REQUIRED WORK: Please restate each entry that follows word for word.

MATERIAL PROVIDED:
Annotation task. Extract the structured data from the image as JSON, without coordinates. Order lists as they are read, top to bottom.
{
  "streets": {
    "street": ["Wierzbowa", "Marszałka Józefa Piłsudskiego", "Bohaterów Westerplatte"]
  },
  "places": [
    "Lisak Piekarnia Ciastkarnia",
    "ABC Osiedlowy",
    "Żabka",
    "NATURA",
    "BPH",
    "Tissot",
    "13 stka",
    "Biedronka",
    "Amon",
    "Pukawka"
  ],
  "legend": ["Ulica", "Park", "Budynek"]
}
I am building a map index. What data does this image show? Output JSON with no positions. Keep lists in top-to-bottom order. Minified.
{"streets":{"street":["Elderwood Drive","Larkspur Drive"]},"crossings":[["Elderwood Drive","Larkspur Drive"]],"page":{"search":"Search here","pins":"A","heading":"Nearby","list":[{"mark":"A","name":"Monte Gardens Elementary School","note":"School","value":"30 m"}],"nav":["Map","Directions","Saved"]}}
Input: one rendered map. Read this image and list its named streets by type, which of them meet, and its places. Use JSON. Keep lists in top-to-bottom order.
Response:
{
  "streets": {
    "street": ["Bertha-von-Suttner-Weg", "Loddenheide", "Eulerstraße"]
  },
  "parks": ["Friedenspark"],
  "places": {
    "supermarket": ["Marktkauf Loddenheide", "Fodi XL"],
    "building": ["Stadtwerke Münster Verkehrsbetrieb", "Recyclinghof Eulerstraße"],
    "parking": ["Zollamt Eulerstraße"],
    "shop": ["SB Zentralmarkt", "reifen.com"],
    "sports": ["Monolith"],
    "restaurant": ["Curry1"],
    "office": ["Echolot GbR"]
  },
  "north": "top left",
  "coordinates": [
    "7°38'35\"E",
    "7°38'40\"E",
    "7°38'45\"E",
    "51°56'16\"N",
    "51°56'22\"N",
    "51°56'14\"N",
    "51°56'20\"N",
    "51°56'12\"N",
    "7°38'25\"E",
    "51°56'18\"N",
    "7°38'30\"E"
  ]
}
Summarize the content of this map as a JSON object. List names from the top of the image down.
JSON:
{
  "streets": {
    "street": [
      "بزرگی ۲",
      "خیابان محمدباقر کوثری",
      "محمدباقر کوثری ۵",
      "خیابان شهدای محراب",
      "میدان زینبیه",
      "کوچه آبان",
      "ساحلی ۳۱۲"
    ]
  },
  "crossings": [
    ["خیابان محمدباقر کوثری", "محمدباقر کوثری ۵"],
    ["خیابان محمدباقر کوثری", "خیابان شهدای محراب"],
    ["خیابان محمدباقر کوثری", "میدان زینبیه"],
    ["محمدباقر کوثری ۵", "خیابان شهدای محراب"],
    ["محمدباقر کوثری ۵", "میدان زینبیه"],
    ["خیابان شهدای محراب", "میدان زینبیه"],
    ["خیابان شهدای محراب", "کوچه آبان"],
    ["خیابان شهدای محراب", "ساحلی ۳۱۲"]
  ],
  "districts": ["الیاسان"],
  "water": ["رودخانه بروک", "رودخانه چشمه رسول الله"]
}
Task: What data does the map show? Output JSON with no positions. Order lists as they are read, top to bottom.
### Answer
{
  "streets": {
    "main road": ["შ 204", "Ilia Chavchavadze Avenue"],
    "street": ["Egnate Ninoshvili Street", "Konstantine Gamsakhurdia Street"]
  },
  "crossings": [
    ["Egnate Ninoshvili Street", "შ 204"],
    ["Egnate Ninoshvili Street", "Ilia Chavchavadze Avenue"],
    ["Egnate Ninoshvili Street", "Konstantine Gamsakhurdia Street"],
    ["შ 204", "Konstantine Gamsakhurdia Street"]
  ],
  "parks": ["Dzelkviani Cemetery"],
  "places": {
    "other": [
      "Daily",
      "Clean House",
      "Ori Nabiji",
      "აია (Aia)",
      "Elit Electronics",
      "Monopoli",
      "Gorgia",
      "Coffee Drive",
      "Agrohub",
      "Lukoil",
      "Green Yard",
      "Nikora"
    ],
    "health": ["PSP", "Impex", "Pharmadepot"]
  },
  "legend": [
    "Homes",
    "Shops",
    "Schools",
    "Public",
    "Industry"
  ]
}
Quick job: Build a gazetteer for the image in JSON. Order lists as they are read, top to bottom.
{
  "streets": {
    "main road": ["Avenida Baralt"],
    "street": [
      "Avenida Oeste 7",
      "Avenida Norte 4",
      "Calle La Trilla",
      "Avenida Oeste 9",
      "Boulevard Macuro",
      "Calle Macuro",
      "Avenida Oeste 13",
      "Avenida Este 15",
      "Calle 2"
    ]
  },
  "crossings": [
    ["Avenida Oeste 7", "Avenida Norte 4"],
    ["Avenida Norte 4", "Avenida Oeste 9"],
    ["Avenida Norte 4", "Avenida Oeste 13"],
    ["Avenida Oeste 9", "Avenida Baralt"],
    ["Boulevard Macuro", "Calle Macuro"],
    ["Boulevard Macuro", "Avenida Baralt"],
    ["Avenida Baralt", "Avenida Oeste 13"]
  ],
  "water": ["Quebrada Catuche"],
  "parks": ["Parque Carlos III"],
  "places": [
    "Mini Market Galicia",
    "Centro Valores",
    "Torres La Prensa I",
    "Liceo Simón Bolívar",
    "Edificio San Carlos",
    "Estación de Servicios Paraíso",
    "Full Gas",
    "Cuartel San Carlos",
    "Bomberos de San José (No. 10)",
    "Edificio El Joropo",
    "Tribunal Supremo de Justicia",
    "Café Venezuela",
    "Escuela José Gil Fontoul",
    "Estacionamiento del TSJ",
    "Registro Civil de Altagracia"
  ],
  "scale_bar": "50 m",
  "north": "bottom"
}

ANSWER SECTION:
Annotation task. Extract the structured data from the image as JSON, without coordinates. Order lists as they are read, top to bottom.
{
  "streets": {
    "street": ["Wierzbowa", "Marszałka Józefa Piłsudskiego", "Bohaterów Westerplatte"]
  },
  "places": [
    "Lisak Piekarnia Ciastkarnia",
    "ABC Osiedlowy",
    "Żabka",
    "NATURA",
    "BPH",
    "Tissot",
    "13 stka",
    "Biedronka",
    "Amon",
    "Pukawka"
  ],
  "legend": ["Ulica", "Park", "Budynek"]
}
I am building a map index. What data does this image show? Output JSON with no positions. Keep lists in top-to-bottom order. Minified.
{"streets":{"street":["Elderwood Drive","Larkspur Drive"]},"crossings":[["Elderwood Drive","Larkspur Drive"]],"page":{"search":"Search here","pins":"A","heading":"Nearby","list":[{"mark":"A","name":"Monte Gardens Elementary School","note":"School","value":"30 m"}],"nav":["Map","Directions","Saved"]}}
Input: one rendered map. Read this image and list its named streets by type, which of them meet, and its places. Use JSON. Keep lists in top-to-bottom order.
Response:
{
  "streets": {
    "street": ["Bertha-von-Suttner-Weg", "Loddenheide", "Eulerstraße"]
  },
  "parks": ["Friedenspark"],
  "places": {
    "supermarket": ["Marktkauf Loddenheide", "Fodi XL"],
    "building": ["Stadtwerke Münster Verkehrsbetrieb", "Recyclinghof Eulerstraße"],
    "parking": ["Zollamt Eulerstraße"],
    "shop": ["SB Zentralmarkt", "reifen.com"],
    "sports": ["Monolith"],
    "restaurant": ["Curry1"],
    "office": ["Echolot GbR"]
  },
  "north": "top left",
  "coordinates": [
    "7°38'35\"E",
    "7°38'40\"E",
    "7°38'45\"E",
    "51°56'16\"N",
    "51°56'22\"N",
    "51°56'14\"N",
    "51°56'20\"N",
    "51°56'12\"N",
    "7°38'25\"E",
    "51°56'18\"N",
    "7°38'30\"E"
  ]
}
Summarize the content of this map as a JSON object. List names from the top of the image down.
JSON:
{
  "streets": {
    "street": [
      "بزرگی ۲",
      "خیابان محمدباقر کوثری",
      "محمدباقر کوثری ۵",
      "خیابان شهدای محراب",
      "میدان زینبیه",
      "کوچه آبان",
      "ساحلی ۳۱۲"
    ]
  },
  "crossings": [
    ["خیابان محمدباقر کوثری", "محمدباقر کوثری ۵"],
    ["خیابان محمدباقر کوثری", "خیابان شهدای محراب"],
    ["خیابان محمدباقر کوثری", "میدان زینبیه"],
    ["محمدباقر کوثری ۵", "خیابان شهدای محراب"],
    ["محمدباقر کوثری ۵", "میدان زینبیه"],
    ["خیابان شهدای محراب", "میدان زینبیه"],
    ["خیابان شهدای محراب", "کوچه آبان"],
    ["خیابان شهدای محراب", "ساحلی ۳۱۲"]
  ],
  "districts": ["الیاسان"],
  "water": ["رودخانه بروک", "رودخانه چشمه رسول الله"]
}
Task: What data does the map show? Output JSON with no positions. Order lists as they are read, top to bottom.
### Answer
{
  "streets": {
    "main road": ["შ 204", "Ilia Chavchavadze Avenue"],
    "street": ["Egnate Ninoshvili Street", "Konstantine Gamsakhurdia Street"]
  },
  "crossings": [
    ["Egnate Ninoshvili Street", "შ 204"],
    ["Egnate Ninoshvili Street", "Ilia Chavchavadze Avenue"],
    ["Egnate Ninoshvili Street", "Konstantine Gamsakhurdia Street"],
    ["შ 204", "Konstantine Gamsakhurdia Street"]
  ],
  "parks": ["Dzelkviani Cemetery"],
  "places": {
    "other": [
      "Daily",
      "Clean House",
      "Ori Nabiji",
      "აია (Aia)",
      "Elit Electronics",
      "Monopoli",
      "Gorgia",
      "Coffee Drive",
      "Agrohub",
      "Lukoil",
      "Green Yard",
      "Nikora"
    ],
    "health": ["PSP", "Impex", "Pharmadepot"]
  },
  "legend": [
    "Homes",
    "Shops",
    "Schools",
    "Public",
    "Industry"
  ]
}
Quick job: Build a gazetteer for the image in JSON. Order lists as they are read, top to bottom.
{
  "streets": {
    "main road": ["Avenida Baralt"],
    "street": [
      "Avenida Oeste 7",
      "Avenida Norte 4",
      "Calle La Trilla",
      "Avenida Oeste 9",
      "Boulevard Macuro",
      "Calle Macuro",
      "Avenida Oeste 13",
      "Avenida Este 15",
      "Calle 2"
    ]
  },
  "crossings": [
    ["Avenida Oeste 7", "Avenida Norte 4"],
    ["Avenida Norte 4", "Avenida Oeste 9"],
    ["Avenida Norte 4", "Avenida Oeste 13"],
    ["Avenida Oeste 9", "Avenida Baralt"],
    ["Boulevard Macuro", "Calle Macuro"],
    ["Boulevard Macuro", "Avenida Baralt"],
    ["Avenida Baralt", "Avenida Oeste 13"]
  ],
  "water": ["Quebrada Catuche"],
  "parks": ["Parque Carlos III"],
  "places": [
    "Mini Market Galicia",
    "Centro Valores",
    "Torres La Prensa I",
    "Liceo Simón Bolívar",
    "Edificio San Carlos",
    "Estación de Servicios Paraíso",
    "Full Gas",
    "Cuartel San Carlos",
    "Bomberos de San José (No. 10)",
    "Edificio El Joropo",
    "Tribunal Supremo de Justicia",
    "Café Venezuela",
    "Escuela José Gil Fontoul",
    "Estacionamiento del TSJ",
    "Registro Civil de Altagracia"
  ],
  "scale_bar": "50 m",
  "north": "bottom"
}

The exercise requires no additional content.